The Microsoft Naive Bayes algorithm is a classification algorithm based on Bayes’ theorems, and provided by Microsoft SQL Server Analysis Services for use in predictive modeling. The word naïve in the name Naïve Bayes derives from the fact that the algorithm uses Bayesian techniques but does not take into account dependencies that may exist.
This algorithm is less computationally intense than other Microsoft algorithms, and therefore is useful for quickly generating mining models to discover relationships between input columns and predictable columns. You can use this algorithm to do initial exploration of data, and then later you can apply the results to create additional mining models with other algorithms that are more computationally intense and more accurate.
As an ongoing promotional strategy, the marketing department for the Adventure Works Cycle company has decided to target potential customers by mailing out fliers. To reduce costs, they want to send fliers only to those customers who are likely to respond. The company stores information in a database about demographics and response to a previous mailing. They want to use this data to see how demographics such as age and location can help predict response to a promotion, by comparing potential customers to customers who have similar characteristics and who have purchased from the company in the past. Specifically, they want to see the differences between those customers who bought a bicycle and those customers who did not.
By using the Microsoft Naive Bayes algorithm, the marketing department can quickly predict an outcome for a particular customer profile, and can therefore determine which customers are most likely to respond to the fliers. By using the Microsoft Naive Bayes Viewer in SQL Server Data Tools (SSDT), they can also visually investigate specifically which input columns contribute to positive responses to fliers.
The Microsoft Naive Bayes algorithm calculates the probability of every state of each input column, given each possible state of the predictable column.
To understand how this works, use the Microsoft Naive Bayes Viewer in SQL Server Data Tools (SSDT) (as shown in the following graphic) to visually explore how the algorithm distributes states.
Here, the Microsoft Naive Bayes Viewer lists each input column in the dataset, and shows how the states of each column are distributed, given each state of the predictable column.
You would use this view of the model to identify the input columns that are important for differentiating between states of the predictable column.
For example, in the row for Commute Distance shown here, the distribution of input values is visibly different for buyers vs. non-buyers. What this tells you is that the input, Commute Distance = 0-1 miles, is a potential predictor.
The viewer also provides values for the distributions, so you can see that for customers who commute from one to two miles to work, the probability of them buying a bike is 0.387, and the probability that they will not buy a bike is 0.287. In this example, the algorithm uses the numeric information, derived from customer characteristics (such as commute distance), to predict whether a customer will buy a bike.

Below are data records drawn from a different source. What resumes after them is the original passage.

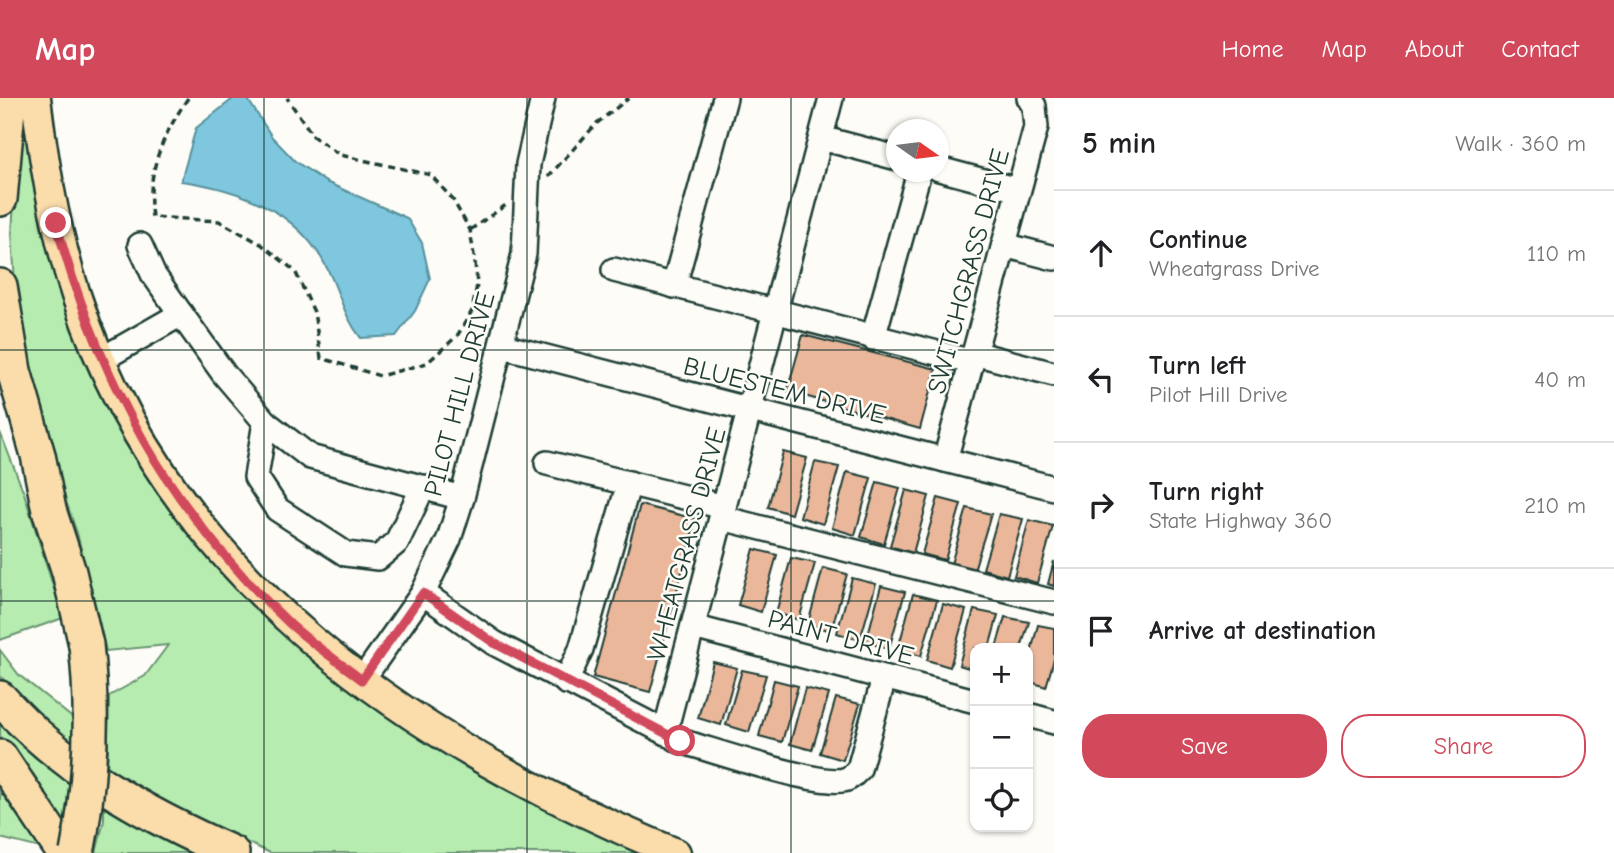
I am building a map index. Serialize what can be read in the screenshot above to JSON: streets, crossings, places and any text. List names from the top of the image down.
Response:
{
  "streets": {
    "street": [
      "SWITCHGRASS DRIVE",
      "BLUESTEM DRIVE",
      "PILOT HILL DRIVE",
      "WHEATGRASS DRIVE",
      "PAINT DRIVE"
    ]
  },
  "crossings": [
    ["SWITCHGRASS DRIVE", "BLUESTEM DRIVE"],
    ["BLUESTEM DRIVE", "PILOT HILL DRIVE"],
    ["BLUESTEM DRIVE", "WHEATGRASS DRIVE"],
    ["WHEATGRASS DRIVE", "PAINT DRIVE"]
  ],
  "north": "right",
  "page": {
    "header": "Map",
    "nav": [
      "Home",
      "Map",
      "About",
      "Contact"
    ],
    "heading": ["5 min", "Walk · 360 m"],
    "list": [
      ["Continue", "Wheatgrass Drive", "110 m"],
      ["Turn left", "Pilot Hill Drive", "40 m"],
      ["Turn right", "State Highway 360", "210 m"],
      "Arrive at destination"
    ],
    "map_buttons": ["+", "−"],
    "buttons": ["Save", "Share"]
  }
}
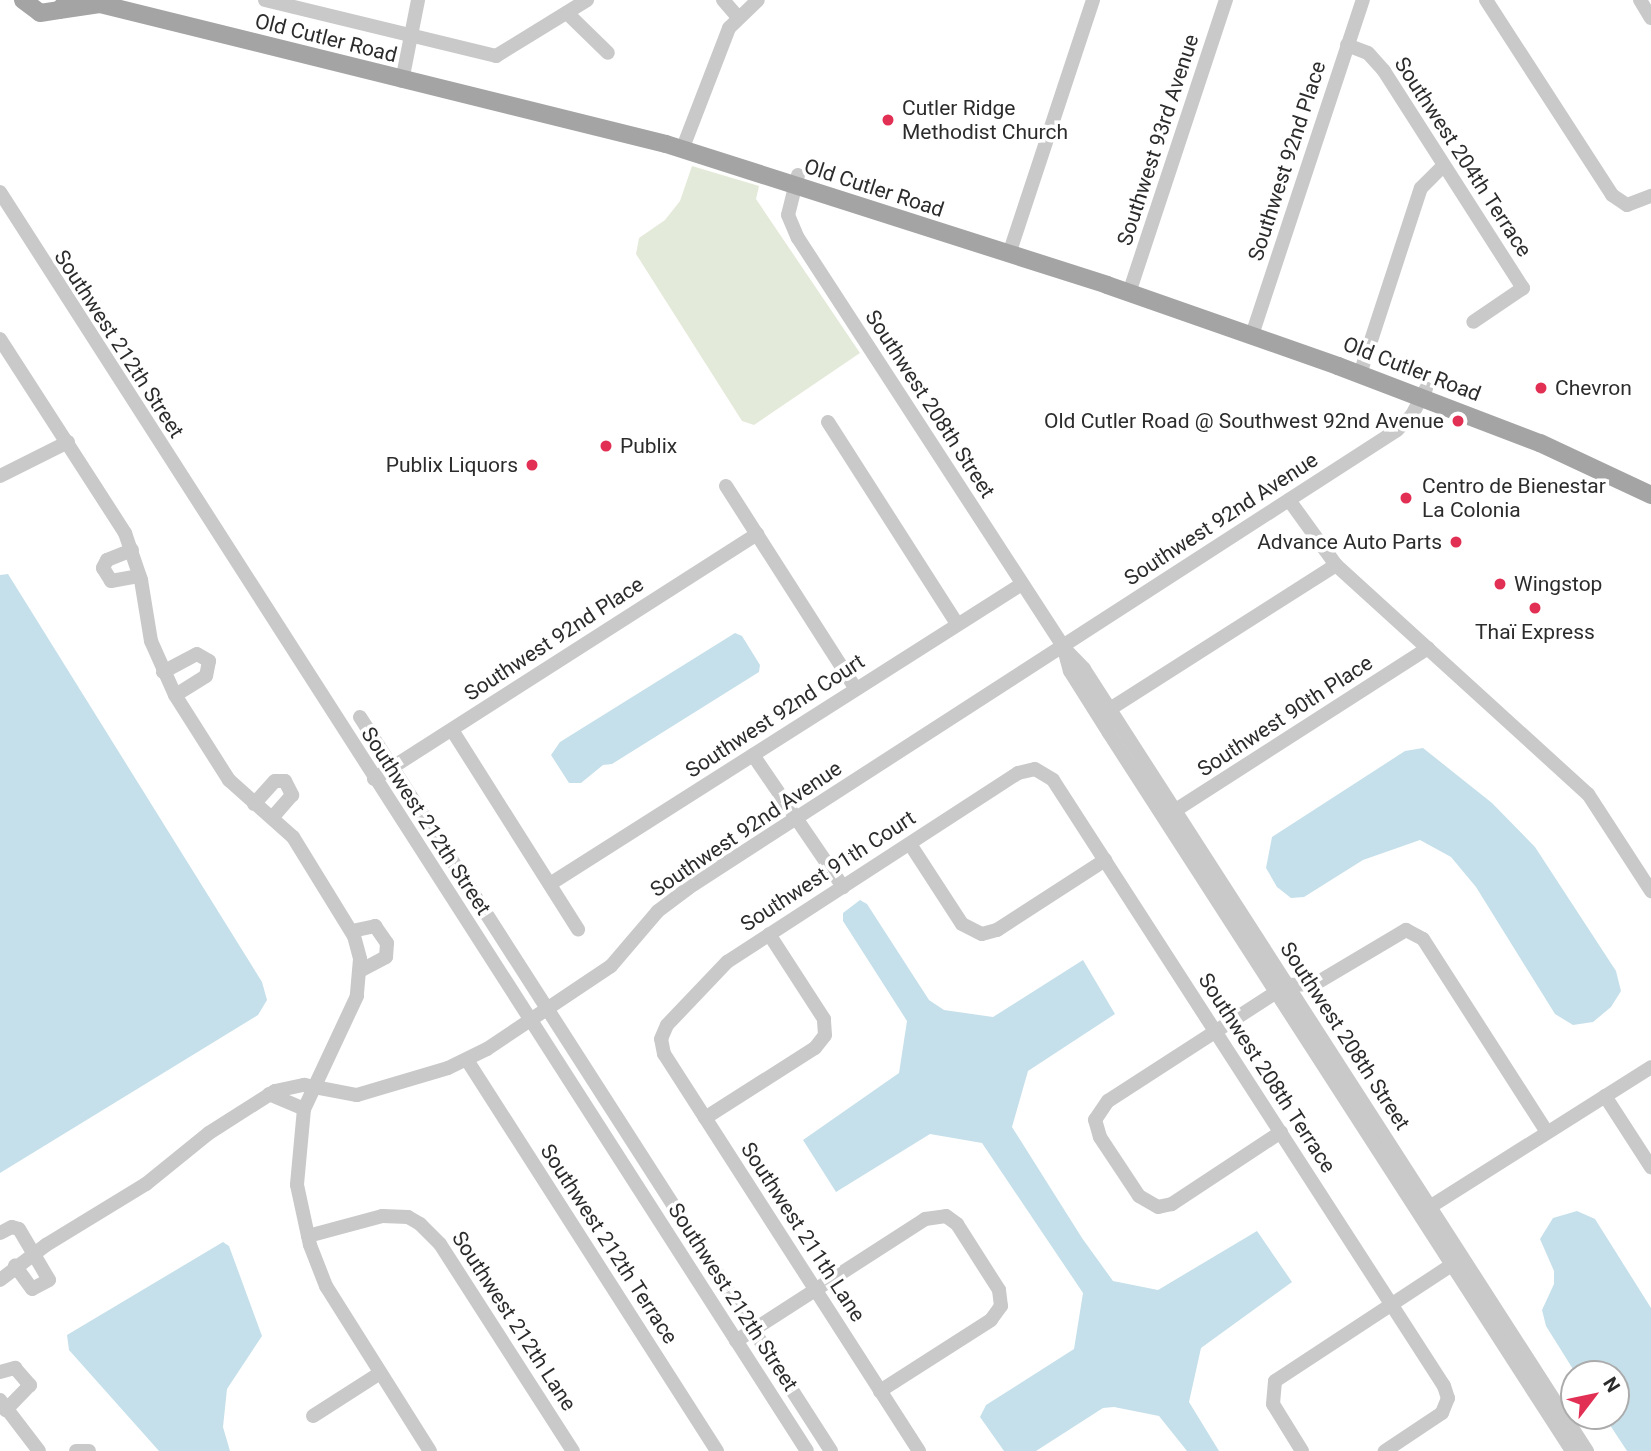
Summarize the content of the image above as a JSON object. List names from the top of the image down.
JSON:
{
  "streets": {
    "main road": ["Old Cutler Road"],
    "street": [
      "Southwest 93rd Avenue",
      "Southwest 204th Terrace",
      "Southwest 92nd Place",
      "Southwest 212th Street",
      "Southwest 208th Street",
      "Southwest 92nd Avenue",
      "Southwest 92nd Court",
      "Southwest 90th Place",
      "Southwest 91th Court",
      "Southwest 208th Terrace",
      "Southwest 211th Lane",
      "Southwest 212th Terrace",
      "Southwest 212th Lane"
    ]
  },
  "crossings": [
    ["Old Cutler Road", "Southwest 93rd Avenue"],
    ["Old Cutler Road", "Southwest 92nd Place"],
    ["Old Cutler Road", "Southwest 208th Street"],
    ["Old Cutler Road", "Southwest 92nd Avenue"],
    ["Southwest 204th Terrace", "Southwest 92nd Place"],
    ["Southwest 92nd Place", "Southwest 212th Street"],
    ["Southwest 212th Street", "Southwest 92nd Avenue"],
    ["Southwest 208th Street", "Southwest 92nd Avenue"],
    ["Southwest 208th Street", "Southwest 92nd Court"],
    ["Southwest 208th Street", "Southwest 90th Place"],
    ["Southwest 92nd Avenue", "Southwest 212th Terrace"],
    ["Southwest 91th Court", "Southwest 208th Terrace"],
    ["Southwest 91th Court", "Southwest 211th Lane"]
  ],
  "places": [
    "Cutler Ridge Methodist Church",
    "Chevron",
    "Old Cutler Road @ Southwest 92nd Avenue",
    "Publix",
    "Publix Liquors",
    "Centro de Bienestar La Colonia",
    "Advance Auto Parts",
    "Wingstop",
    "Thaï Express"
  ],
  "north": "top right"
}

For more information about using the Microsoft Naive Bayes Viewer, see Browse a Model Using the Microsoft Naive Bayes Viewer.
When you prepare data for use in training a Naive Bayes model, you should understand the requirements for the algorithm, including how much data is needed, and how the data is used.
The requirements for a Naive Bayes model are as follows:
A single key column Each model must contain one numeric or text column that uniquely identifies each record. Compound keys are not allowed.
Input columns In a Naive Bayes model, all columns must be either discrete or discretized columns. For information about discretizing columns, see Discretization Methods (Data Mining).
For a Naive Bayes model, it is also important to ensure that the input attributes are independent of each other. This is particularly important when you use the model for prediction.
The reason is that, if you use two columns of data that are already closely related, the effect would be to multiply the influence of those columns, which can obscure other factors that influence the outcome.
Conversely, the ability of the algorithm to identify correlations among variables is useful when you are exploring a model or dataset, to identify relationships among inputs.
At least one predictable column The predictable attribute must contain discrete or discretized values.
The values of the predictable column can be treated as inputs. This practice can be useful when you are exploring a new dataset, to find relationships among the columns.
To explore the model, you can use the Microsoft Naive Bayes Viewer. The viewer shows you how the input attributes relate to the predictable attribute. The viewer also provides a detailed profile of each cluster, a list of the attributes that distinguish each cluster from the others, and the characteristics of the entire training data set. For more information, see Browse a Model Using the Microsoft Naive Bayes Viewer.
If you want to know more detail, you can browse the model in the Microsoft Generic Content Tree Viewer (Data Mining). For more information about the type of information stored in the model, see Mining Model Content for Naive Bayes Models (Analysis Services - Data Mining).
After the model has been trained, the results are stored as a set of patterns, which you can explore or use to make predictions.
You can create queries to return predictions about how new data relates to the predictable attribute, or you can retrieve statistics that describe the correlations found by the model.